In the instant application, is the applicant a desirable party that should have been joined in the suit? I do not think so. The judgment against which the applicant seeks to appeal is a product of a suit that began in May, 1994. The 1st ground of the appellant’s application says that the appellant purchased the land in dispute from the 2nd defendant in 1999 without knowledge of any suit pending in the High Court of Lagos State in respect of the property. Even though the applicant claimed that he was not aware of the suit, there is no such denial by his vendor. Indeed the 2nd respondent, his vendor has not denied that he was restrained in 1994 from entering into the disputed land.

By paragraph 7(c) of the supporting affidavit, the applicant has admitted that the suit began in 1994. At that time, the applicant herein was not connected with the disputed land up to the time the 2nd respondent was restrained. The subsequent purported purchase of the land by the applicant amounted to buying nothing, as such he cannot be said to be a person interested in the suit.

At paragraph 4(e) of the supporting affidavit, the applicant deposed to the following fact-

“Furthermore, the applicant obtained an indemnity from the defendant/applicant concerning the purchase.”

Indemnity is defined by the Black’s Law Dictionary 6th Edition as. “Reimbursement.

An undertaking whereby one agrees to another upon the occurrence of an anticipated loss.” Since the applicant obtained an indemnity from the defendant/applicant who is the 2nd respondent in this application, his interest is subsumed in the interest of the 2nd respondent who has been adjudged a trespasser. The 2nd respondent knew that the property he was selling to the applicant was encumbered and indeed he was subject to an order of court not to tamper with the disputed piece of land and he flagrantly disobeyed the court order by not only erecting a house on the piece of land, but had the affront to sell the property. This clearly is a practice reserved for the old stone age where might was right and the rule of law was unheard of. If this is allowed and the beneficiaries of such show of might are left to jubilate on such illegalities, monumental chaos will

be let loose in the society.

Exhibit “R3” annexed to the supporting affidavit is the proposed notice of appeal. All the grounds of appeal in the said notice of appeal complain about error of law or misdirection on the part of the trial Judge in his decision against the appellant/2nd respondent herein.
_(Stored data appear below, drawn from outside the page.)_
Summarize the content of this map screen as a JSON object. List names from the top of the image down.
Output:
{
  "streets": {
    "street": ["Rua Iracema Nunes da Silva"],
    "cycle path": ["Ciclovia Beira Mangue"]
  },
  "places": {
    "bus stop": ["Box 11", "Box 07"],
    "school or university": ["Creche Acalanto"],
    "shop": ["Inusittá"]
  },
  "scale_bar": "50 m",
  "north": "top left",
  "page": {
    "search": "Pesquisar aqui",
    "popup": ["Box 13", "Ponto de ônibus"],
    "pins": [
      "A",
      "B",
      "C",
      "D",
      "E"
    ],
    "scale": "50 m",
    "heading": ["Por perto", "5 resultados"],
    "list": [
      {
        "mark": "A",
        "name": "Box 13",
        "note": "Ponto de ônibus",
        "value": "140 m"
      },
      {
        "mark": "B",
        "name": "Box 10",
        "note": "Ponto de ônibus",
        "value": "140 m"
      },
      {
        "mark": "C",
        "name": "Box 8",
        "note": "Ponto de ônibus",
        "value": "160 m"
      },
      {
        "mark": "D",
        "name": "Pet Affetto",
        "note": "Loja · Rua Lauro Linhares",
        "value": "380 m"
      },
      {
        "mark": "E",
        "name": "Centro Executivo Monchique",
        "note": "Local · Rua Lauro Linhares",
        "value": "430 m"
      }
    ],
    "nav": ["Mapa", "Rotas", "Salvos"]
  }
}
There is no ground of appeal that complains that the applicant has suffered or will suffer as a result of the judgment of the lower court.

On the whole therefore. I am satisfied that the applicant is not an interested party as envisage by S.243 (a) of the Constitution of the Federal Republic of Nigeria, 1999. Accordingly, this application is without merit and it is hereby dismissed.

I award N2,500.00 to the 1st respondent as cost against the applicant.